Proof by finding a bijection

Question

Explain why
$\sum_{i=0}^n {(-1)^i}{n \choose i} = 0$

I'm pretty sure know how to prove this using the Binomial Theorem:

$\sum_{i=0}^n {(-1)^i}{n \choose i}$

$ =(-1)^0{n \choose 0}+(-1)^1{n \choose 1}+(-1)^2{n \choose 2}+(-1)^3{n \choose 3}+ ... + (-1)^{n-1}{n \choose n-1}+(-1)^n{n \choose n}$

$={n \choose 0}-{n \choose 1}+{n \choose 2}-{n \choose 3}+...+(-1)^{n-1}{n \choose n-1}+(-1)^n{n \choose n} $

${n \choose 0}={n \choose n}, {n \choose 1}={n \choose n-1}$, etc etc.

All of these are cancelled out and you're left with 0.

But how would you do this proof through finding a bijection? Is it something like:

Let M be the set of all even numbers. Let N be the set of all odd numbers.

For every $m \in M$ there exist an $n \in N $ such that $M \rightarrow N$

Or is it related to how ${n \choose 0}={n \choose n}, {n \choose 1}={n \choose n-1}$?

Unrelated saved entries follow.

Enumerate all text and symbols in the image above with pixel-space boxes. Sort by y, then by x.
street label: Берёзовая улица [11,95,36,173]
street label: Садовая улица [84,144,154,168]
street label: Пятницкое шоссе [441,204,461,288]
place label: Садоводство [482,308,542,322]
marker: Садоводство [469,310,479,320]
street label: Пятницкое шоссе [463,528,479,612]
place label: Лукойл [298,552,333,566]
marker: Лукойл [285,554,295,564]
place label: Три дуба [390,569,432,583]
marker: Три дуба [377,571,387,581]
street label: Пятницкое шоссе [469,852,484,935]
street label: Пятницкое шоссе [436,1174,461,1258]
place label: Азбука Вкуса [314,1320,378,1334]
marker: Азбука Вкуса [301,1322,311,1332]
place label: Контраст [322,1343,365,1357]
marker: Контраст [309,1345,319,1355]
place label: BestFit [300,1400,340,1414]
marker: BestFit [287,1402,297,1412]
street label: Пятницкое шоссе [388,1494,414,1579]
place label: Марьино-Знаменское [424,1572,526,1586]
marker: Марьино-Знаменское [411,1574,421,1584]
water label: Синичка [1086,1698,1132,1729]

I'm totally new to this type of proof so I'm completely at a loss, any help would be appreciated.

Answer 1

HINT: The positive terms in the sum are those for which $i$ is even, and the negative terms are those for which $i$ is odd. Thus, the sum of the positive terms is the number of subsets of $[n]=\{1,\ldots,n\}$ of even cardinality, and the absolute value of the sum of the negative terms is the number of subsets of $[n]$ of odd cardinality. Thus, you could prove it by finding a bijection between the subsets of $[n]$ of even cardinality and those of odd cardinality.

Note that this is possible only when $n>0$; for $n=0$ the theorem is false, since $\binom00=1$, not $0$.